The way the writers treat certain dynamics in this show is genuinely disturbing and unfair to me. In this essay I will talk about Mylo and Powder vs Vi and Mylo.
The framing to how Mylo acts towards Powder when she messes up is always serious, dark, angled to make Mylo seem like the asshole. As if his being mad at his kid sister for sabotaging her older siblings for the umpteenth time is totally out of line and invalid.
Meanwhile, we have Vi who is much more verbally and physically abusive to Mylo. Any time she does something to him, it's framed as funny, humorous, as if "haha Mylo is such a dick and deserves this 🤭".
To recap, Vi:
Kicks a door open that Mylo is actively working on, with no warning, scaring the shit out of him. Mylo is left locked into place, curled on himself until he's swatted in the head by Claggor to bring him back to earth. No wonder this poor kid has anxiety.
Passively insults Mylo while they raid Jayce's apartment, accusing him of "filling the bag with junk" as if she knows jack what to look for, either. As if Claggor didn't dump a drawer full of "junk" into their bag. Powder knows what these fancy rich folk toys are because the plot demands it and Mylo has to look dumber for it.

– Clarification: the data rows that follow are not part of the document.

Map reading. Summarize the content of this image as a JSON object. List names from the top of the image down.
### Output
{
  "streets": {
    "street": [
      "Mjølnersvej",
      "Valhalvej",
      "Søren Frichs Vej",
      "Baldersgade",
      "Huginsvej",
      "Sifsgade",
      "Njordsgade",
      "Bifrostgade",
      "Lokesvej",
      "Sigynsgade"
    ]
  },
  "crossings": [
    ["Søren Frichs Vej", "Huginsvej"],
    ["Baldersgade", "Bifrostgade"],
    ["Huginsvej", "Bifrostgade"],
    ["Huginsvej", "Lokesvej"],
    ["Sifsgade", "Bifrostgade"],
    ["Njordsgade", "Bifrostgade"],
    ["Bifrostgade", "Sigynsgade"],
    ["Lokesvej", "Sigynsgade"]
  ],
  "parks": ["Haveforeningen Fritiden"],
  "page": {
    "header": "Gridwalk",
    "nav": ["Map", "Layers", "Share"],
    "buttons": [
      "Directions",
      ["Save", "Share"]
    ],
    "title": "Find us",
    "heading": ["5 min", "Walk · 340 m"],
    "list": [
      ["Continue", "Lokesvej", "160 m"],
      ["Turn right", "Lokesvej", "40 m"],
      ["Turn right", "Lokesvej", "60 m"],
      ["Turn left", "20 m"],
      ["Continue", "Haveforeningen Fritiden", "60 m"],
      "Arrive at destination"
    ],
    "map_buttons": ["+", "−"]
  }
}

Kicks him down a drain pipe. KICKS him. Face first. And this is framed as so super funny because he didn't want to get his new shirt dirty. And don't @me with "he was wasting time" when actually, Mylo could have fallen on his head/neck and been seriously injured or worse, not to mention if Claggor fell on him (as he kinda does anyway). Or something toxic got in his mouth on the way down. This is the only time plot armor saves him, because teenagers could probably just walk off being put through a wood-chipper, and he has to die for his sister's character development later.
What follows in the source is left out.